Mettre son exploitation individuelle en société

JA Mag - Paris

Mettre son exploitation individuelle en société

65% des installations aidées se font sous forme sociétaire. Le choix de la société repose sur diverses considérations. Il est toujours possible mettre son exploitation individuelle en société.

Les avantages d’un changement de forme juridique

Une exploitation agricole doit sans cesse s’adapter à son environnement. La transformation d’une exploitation individuelle en société présente divers avantages juridiques, fiscaux ou encore sociaux.
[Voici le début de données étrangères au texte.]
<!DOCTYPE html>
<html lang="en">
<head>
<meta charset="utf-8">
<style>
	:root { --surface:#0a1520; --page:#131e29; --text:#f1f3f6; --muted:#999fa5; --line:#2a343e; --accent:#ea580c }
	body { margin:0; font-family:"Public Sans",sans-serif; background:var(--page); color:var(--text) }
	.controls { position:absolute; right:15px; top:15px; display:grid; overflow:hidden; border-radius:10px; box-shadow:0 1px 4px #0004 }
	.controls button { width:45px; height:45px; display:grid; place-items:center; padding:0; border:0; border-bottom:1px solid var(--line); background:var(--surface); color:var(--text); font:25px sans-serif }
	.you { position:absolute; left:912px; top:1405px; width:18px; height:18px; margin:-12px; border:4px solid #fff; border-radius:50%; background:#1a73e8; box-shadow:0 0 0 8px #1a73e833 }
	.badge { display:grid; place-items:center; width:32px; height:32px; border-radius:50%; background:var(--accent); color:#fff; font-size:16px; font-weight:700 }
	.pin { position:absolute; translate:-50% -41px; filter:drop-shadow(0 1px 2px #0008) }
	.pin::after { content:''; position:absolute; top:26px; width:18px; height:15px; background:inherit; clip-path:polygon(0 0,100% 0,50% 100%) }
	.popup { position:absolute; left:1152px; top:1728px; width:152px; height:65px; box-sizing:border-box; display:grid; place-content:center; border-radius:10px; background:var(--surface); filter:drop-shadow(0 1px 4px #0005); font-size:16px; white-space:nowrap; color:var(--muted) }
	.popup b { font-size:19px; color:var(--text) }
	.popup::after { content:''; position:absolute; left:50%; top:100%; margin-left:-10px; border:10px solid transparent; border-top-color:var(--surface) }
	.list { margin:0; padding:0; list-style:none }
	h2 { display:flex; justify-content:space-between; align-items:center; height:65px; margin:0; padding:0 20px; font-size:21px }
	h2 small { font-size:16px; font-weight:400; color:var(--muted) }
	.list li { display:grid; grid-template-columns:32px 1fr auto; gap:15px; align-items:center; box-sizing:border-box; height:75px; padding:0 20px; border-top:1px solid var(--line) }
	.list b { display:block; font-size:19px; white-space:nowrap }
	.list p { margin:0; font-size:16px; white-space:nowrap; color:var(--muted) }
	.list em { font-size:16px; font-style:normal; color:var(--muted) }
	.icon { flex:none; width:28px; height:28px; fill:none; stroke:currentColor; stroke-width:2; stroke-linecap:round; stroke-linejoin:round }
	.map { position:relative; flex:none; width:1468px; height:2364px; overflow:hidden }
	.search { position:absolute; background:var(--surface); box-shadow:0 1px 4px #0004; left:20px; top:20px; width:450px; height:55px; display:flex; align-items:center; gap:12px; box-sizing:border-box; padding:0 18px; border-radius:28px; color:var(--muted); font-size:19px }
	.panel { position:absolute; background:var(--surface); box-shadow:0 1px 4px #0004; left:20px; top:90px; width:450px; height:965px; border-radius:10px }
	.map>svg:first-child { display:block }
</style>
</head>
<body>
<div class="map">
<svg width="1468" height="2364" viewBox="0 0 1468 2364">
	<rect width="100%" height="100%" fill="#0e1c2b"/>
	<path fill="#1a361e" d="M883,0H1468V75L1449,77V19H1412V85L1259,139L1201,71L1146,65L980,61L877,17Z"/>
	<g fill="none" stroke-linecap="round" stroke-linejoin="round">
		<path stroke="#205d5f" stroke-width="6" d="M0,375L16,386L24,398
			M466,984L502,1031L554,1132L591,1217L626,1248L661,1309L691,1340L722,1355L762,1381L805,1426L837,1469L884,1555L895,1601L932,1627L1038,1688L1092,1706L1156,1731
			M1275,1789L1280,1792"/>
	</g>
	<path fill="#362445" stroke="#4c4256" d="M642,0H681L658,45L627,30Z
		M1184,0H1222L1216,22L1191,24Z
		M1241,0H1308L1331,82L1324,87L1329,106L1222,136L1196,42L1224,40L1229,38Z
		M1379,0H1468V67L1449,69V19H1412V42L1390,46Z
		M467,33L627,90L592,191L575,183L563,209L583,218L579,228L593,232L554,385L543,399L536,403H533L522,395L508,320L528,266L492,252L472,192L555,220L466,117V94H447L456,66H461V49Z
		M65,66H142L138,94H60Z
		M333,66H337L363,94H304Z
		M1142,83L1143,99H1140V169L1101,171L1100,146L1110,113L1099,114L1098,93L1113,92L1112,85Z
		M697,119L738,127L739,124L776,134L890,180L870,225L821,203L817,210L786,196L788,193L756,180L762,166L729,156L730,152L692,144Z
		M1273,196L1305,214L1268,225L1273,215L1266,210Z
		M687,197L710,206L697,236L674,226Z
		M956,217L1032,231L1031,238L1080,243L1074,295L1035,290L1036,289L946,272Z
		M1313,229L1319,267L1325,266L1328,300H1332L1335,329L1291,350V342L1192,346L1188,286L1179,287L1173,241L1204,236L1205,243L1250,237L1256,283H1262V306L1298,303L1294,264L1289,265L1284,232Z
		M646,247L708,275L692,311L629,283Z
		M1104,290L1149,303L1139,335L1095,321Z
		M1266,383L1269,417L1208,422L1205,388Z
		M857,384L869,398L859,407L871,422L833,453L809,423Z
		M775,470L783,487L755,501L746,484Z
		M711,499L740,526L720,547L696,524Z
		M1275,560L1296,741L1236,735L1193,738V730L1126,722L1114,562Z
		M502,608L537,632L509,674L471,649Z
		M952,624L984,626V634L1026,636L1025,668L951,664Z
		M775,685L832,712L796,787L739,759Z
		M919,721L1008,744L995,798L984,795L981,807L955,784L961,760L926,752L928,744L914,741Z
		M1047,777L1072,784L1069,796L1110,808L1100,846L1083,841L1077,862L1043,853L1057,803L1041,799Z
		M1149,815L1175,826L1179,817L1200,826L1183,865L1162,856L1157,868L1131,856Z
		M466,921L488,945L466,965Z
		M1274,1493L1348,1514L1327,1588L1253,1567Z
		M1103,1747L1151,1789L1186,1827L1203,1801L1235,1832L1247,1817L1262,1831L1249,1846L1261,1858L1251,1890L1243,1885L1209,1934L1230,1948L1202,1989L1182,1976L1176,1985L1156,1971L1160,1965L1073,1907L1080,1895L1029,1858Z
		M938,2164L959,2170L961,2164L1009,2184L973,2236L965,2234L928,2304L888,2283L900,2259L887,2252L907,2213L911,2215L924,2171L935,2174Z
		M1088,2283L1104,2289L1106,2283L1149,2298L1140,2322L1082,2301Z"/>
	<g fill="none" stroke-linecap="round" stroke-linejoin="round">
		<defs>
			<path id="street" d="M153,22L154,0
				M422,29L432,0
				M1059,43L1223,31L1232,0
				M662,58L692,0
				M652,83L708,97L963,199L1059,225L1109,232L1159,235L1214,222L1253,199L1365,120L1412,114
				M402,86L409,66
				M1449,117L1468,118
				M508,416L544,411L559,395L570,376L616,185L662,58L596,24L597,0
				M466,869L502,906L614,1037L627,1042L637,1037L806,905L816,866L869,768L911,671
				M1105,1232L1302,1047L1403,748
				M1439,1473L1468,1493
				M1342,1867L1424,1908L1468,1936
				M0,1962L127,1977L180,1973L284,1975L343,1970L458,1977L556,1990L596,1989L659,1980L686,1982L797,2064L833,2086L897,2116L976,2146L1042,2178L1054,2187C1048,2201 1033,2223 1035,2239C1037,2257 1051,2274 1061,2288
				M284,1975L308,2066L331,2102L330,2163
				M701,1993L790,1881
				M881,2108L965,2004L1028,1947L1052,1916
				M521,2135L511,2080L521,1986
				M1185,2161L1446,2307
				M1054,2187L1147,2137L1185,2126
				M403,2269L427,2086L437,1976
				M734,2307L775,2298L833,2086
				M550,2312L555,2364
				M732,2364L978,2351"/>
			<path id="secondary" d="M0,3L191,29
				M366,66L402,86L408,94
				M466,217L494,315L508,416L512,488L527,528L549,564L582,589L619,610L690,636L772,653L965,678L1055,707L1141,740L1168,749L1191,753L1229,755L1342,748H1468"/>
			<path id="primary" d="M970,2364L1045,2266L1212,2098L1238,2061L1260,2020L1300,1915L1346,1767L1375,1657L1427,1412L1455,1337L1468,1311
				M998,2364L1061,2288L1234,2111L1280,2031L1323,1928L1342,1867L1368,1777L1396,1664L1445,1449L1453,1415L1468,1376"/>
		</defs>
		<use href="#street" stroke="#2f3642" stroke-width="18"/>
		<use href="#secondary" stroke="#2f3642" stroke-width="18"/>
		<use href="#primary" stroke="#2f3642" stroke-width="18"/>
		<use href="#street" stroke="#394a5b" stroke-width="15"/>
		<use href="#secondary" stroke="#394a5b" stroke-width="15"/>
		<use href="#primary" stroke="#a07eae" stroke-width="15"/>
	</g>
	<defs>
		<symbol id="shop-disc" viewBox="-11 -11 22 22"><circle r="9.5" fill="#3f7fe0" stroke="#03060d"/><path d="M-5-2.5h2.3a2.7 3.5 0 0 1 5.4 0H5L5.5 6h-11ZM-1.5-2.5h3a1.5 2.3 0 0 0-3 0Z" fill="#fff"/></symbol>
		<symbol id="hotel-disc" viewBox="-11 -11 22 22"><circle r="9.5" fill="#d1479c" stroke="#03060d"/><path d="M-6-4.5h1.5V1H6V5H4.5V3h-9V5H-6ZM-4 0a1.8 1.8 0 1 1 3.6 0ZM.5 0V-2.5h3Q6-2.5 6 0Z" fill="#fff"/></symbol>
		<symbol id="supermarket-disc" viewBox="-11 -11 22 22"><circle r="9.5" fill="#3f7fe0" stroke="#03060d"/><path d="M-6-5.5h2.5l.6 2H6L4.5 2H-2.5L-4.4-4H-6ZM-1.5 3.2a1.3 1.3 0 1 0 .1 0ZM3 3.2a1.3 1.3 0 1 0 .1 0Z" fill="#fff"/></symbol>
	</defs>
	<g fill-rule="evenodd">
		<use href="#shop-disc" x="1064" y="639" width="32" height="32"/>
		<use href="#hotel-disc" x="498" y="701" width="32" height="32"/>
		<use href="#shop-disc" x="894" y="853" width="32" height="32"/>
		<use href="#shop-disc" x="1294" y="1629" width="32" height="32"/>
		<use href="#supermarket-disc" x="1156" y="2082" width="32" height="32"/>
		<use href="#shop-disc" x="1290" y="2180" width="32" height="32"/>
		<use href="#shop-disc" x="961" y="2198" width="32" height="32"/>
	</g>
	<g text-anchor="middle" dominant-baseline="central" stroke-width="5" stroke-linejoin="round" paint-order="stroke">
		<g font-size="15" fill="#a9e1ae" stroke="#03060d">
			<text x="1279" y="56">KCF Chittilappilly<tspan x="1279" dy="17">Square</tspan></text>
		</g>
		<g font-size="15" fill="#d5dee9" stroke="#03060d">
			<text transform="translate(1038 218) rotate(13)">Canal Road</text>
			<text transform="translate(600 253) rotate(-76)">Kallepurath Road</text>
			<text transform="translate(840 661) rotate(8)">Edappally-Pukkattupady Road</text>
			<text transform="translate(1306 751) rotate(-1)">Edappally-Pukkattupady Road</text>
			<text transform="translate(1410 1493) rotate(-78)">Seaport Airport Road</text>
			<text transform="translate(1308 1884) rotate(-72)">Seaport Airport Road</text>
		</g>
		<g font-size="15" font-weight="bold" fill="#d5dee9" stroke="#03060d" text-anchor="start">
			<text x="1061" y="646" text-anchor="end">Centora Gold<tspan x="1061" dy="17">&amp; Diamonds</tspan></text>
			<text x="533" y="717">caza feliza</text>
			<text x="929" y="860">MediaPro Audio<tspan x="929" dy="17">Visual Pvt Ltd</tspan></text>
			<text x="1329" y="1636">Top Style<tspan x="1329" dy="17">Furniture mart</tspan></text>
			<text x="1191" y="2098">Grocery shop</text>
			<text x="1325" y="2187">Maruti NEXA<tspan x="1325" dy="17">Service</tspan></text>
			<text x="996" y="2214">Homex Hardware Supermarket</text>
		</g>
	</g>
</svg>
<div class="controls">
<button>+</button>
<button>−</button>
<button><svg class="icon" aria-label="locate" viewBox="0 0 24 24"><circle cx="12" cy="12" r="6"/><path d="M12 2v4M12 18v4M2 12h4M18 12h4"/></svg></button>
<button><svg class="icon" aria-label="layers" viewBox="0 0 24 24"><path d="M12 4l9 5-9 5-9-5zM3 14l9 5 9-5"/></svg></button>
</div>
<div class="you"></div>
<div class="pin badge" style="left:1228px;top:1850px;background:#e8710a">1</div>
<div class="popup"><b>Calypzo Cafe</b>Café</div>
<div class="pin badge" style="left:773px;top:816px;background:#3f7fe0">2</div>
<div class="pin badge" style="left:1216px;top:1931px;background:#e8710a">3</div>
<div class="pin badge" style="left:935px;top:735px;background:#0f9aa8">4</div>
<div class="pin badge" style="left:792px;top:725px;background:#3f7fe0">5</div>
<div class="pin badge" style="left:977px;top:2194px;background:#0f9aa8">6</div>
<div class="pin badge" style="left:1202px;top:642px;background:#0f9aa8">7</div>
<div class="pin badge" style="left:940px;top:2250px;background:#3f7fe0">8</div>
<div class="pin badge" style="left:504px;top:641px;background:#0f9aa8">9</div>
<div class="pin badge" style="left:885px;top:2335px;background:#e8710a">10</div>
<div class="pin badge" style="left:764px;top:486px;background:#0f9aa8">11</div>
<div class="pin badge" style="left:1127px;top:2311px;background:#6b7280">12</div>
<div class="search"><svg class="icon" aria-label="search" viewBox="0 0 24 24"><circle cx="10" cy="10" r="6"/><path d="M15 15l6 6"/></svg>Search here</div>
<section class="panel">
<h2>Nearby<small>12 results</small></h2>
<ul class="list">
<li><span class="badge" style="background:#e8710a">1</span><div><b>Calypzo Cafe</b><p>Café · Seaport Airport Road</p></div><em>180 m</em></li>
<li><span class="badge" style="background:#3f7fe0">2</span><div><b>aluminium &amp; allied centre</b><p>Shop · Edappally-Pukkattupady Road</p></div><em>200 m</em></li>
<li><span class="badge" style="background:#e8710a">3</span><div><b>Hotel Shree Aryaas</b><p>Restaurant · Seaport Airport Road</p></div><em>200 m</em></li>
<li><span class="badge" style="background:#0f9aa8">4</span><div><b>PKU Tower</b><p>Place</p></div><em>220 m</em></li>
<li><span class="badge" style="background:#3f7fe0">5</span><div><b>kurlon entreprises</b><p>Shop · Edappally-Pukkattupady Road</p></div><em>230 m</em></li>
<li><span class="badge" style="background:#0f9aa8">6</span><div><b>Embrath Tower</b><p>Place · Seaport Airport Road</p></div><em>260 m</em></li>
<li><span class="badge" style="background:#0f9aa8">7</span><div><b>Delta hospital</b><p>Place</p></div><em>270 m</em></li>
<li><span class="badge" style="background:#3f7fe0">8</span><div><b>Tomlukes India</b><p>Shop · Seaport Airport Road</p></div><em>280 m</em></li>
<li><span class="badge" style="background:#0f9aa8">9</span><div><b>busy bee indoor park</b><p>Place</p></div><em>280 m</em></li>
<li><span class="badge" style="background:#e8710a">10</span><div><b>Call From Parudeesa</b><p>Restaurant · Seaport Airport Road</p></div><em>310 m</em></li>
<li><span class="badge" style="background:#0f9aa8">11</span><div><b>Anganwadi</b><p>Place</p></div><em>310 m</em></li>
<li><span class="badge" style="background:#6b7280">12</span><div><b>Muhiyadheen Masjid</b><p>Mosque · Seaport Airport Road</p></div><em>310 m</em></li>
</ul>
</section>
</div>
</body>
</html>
D’un point de vue juridique, l’exploitation individuelle qui devient société bénéficie de l’ensemble des avantages de la société, au premier rang desquels se trouve la responsabilité. Hors le cas de la SCEA, les autres sociétés agricoles voient la responsabilité de leurs associés limitée. Sauf cas particulier, les associés ne sont responsables du passif social, des dettes de la société, qu’à la hauteur de leurs apports. Avantage non négligeable, il protège les biens personnels de l’exploitant en cas de difficultés financières. Les banques, cependant, demandent toujours des garanties personnelles qui viennent atténuer ce principe de responsabilité. En matière fiscale, une mise en société d’une exploitation individuelle est regardée comme une cessation d’activité, laquelle est taxable immédiatement, éventuellement en n’ayant pas généré de revenu. On peut citer, également, la possibilité d’amortir un matériel déjà amorti. En effet, lors du passage en société, le matériel est réévalué alors que sa valeur comptable pouvait être nulle sur l’exploitation individuelle. Cette réévaluation permettra de pratiquer de nouveaux amortissements.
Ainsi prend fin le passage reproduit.